DATA PROVIDED –
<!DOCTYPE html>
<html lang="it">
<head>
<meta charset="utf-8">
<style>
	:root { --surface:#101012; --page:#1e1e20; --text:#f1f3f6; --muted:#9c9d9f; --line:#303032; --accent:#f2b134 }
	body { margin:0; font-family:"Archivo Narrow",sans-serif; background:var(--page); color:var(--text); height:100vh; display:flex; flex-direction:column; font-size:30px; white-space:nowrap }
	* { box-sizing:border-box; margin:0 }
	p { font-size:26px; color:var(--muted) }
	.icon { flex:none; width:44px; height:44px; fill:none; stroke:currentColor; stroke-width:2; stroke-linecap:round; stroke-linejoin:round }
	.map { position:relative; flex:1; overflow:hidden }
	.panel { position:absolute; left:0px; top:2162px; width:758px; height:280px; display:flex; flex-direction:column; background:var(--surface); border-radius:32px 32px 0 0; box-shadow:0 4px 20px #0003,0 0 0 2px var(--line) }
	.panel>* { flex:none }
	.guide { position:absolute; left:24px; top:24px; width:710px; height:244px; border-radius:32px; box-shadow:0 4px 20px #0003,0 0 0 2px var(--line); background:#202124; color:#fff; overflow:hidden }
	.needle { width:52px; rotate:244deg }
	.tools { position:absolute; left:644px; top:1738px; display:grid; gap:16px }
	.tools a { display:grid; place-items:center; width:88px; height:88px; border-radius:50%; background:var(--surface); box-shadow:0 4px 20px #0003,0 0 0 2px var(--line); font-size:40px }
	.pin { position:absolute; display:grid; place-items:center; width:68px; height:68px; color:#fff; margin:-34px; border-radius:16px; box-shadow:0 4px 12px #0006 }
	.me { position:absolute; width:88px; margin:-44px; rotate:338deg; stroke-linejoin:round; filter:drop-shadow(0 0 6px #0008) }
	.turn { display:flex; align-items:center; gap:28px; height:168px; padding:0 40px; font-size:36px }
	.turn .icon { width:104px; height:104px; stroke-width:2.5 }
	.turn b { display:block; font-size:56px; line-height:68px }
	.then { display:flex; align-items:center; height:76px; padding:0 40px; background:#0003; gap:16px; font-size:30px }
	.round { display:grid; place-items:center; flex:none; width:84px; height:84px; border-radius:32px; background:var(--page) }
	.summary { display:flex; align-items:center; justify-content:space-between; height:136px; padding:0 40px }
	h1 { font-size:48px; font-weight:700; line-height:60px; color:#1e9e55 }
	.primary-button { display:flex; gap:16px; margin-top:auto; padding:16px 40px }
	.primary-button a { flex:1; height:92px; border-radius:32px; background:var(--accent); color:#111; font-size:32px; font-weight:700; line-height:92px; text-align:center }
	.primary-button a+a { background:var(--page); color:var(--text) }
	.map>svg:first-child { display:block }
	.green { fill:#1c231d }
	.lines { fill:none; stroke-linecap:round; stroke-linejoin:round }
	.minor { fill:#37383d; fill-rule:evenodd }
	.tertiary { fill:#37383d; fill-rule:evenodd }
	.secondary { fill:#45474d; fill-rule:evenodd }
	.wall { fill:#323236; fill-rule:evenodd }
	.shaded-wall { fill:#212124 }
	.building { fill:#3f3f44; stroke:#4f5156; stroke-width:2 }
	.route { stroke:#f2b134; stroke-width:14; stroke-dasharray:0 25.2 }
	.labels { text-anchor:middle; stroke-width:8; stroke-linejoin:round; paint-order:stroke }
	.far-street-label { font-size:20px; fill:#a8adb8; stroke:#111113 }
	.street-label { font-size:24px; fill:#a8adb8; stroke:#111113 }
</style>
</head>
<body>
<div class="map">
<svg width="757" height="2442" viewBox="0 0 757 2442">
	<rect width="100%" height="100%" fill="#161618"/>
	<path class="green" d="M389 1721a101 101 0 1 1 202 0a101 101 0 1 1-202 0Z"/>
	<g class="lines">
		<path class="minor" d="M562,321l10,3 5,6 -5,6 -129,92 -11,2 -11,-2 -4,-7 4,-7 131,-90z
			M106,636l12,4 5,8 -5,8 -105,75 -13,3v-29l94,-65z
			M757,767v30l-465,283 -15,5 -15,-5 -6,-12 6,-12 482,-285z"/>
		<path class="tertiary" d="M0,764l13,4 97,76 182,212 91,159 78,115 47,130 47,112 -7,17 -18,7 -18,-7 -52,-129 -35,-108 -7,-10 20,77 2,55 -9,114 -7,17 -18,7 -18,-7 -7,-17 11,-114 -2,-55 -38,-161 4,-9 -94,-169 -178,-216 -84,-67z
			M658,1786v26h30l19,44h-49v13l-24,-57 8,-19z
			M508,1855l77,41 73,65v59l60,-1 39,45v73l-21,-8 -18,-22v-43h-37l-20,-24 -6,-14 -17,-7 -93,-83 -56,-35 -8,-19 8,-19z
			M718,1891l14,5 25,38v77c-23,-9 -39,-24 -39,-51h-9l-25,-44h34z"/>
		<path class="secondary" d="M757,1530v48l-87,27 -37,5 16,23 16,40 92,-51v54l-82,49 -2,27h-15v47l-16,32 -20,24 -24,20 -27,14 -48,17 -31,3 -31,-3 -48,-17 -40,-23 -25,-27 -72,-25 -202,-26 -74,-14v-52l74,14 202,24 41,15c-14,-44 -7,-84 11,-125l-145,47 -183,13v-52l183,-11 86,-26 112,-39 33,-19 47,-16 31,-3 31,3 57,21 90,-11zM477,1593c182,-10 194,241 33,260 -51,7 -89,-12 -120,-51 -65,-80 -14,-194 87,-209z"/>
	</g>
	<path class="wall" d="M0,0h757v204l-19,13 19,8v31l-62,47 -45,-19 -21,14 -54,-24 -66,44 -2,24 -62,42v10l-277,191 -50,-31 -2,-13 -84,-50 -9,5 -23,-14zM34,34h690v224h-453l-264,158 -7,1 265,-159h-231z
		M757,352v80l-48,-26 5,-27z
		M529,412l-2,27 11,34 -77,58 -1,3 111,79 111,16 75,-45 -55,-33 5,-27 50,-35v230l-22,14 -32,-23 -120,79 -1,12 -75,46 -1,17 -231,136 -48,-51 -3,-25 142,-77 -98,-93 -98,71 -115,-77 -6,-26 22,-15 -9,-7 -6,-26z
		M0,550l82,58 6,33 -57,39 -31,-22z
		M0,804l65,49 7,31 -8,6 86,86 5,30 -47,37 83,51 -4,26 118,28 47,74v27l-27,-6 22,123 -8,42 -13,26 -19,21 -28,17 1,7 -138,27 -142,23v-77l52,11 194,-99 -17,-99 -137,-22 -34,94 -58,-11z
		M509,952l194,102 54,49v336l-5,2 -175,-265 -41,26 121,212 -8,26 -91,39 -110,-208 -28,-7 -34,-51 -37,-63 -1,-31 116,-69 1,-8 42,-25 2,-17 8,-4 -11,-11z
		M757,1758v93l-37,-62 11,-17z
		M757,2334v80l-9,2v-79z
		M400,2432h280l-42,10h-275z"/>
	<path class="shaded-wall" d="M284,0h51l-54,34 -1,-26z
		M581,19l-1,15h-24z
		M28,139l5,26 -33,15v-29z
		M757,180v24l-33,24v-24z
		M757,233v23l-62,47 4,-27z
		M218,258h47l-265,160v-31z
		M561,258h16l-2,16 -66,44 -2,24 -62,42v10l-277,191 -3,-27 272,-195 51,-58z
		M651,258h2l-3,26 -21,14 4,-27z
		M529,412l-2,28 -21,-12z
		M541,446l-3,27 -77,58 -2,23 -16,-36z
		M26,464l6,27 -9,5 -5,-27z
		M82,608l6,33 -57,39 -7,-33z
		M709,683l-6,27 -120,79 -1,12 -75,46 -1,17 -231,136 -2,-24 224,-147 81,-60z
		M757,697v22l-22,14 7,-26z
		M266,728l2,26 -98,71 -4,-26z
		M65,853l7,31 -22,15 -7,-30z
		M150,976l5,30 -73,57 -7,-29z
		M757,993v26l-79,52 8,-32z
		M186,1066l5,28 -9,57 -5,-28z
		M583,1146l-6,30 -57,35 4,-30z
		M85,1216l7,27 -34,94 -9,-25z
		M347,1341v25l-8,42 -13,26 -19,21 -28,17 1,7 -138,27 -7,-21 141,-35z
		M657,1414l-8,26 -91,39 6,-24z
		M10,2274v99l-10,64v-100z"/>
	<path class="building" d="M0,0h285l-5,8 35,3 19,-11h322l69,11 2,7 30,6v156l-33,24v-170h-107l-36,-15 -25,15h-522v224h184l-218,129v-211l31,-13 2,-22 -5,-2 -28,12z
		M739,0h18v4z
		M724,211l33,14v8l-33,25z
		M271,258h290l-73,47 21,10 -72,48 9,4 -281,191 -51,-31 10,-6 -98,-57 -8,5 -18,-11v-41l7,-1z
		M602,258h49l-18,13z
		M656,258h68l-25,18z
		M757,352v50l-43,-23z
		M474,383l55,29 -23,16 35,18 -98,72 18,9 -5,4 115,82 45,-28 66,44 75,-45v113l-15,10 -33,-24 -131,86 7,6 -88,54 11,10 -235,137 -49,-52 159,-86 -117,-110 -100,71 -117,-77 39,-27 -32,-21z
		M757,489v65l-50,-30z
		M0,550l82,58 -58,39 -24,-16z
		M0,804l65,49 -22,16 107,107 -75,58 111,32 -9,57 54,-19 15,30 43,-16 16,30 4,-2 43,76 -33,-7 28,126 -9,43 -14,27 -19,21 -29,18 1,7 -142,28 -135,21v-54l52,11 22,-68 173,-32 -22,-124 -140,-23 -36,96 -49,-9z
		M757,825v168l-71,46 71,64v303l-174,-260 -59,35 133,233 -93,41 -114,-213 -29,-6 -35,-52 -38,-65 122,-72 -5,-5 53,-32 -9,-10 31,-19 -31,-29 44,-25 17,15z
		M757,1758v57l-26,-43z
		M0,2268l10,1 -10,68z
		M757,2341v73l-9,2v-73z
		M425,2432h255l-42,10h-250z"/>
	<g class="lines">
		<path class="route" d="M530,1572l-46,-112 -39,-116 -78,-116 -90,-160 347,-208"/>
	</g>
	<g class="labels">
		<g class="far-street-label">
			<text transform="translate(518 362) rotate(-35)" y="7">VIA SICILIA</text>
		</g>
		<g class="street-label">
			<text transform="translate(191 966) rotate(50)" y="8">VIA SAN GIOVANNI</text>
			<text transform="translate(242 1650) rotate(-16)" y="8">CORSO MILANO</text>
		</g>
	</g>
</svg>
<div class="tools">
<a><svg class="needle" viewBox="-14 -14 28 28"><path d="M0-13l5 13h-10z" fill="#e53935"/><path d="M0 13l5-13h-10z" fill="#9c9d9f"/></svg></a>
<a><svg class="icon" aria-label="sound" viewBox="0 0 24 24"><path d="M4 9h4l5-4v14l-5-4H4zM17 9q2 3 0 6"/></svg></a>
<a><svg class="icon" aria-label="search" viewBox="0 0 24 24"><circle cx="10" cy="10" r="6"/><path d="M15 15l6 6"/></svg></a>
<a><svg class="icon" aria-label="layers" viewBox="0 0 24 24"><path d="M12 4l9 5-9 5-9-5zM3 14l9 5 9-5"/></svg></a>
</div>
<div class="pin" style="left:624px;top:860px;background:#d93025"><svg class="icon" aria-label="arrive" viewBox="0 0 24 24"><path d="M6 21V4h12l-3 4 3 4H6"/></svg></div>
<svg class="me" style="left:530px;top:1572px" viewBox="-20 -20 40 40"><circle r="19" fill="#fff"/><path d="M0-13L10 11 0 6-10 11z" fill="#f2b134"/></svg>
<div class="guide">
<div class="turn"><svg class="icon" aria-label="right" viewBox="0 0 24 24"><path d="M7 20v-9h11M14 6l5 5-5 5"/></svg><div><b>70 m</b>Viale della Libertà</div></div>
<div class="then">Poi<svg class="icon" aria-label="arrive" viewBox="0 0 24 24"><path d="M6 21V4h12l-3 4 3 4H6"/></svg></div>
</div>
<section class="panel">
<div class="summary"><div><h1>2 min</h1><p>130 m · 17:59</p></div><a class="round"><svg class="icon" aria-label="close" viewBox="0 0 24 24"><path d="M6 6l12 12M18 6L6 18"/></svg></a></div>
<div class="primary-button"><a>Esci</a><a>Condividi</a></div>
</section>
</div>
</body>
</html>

WHAT THE TASK REQUIRES –
For the data above, state only how many lines include the word "arrive".

RESULT FOR THIS TASK –
2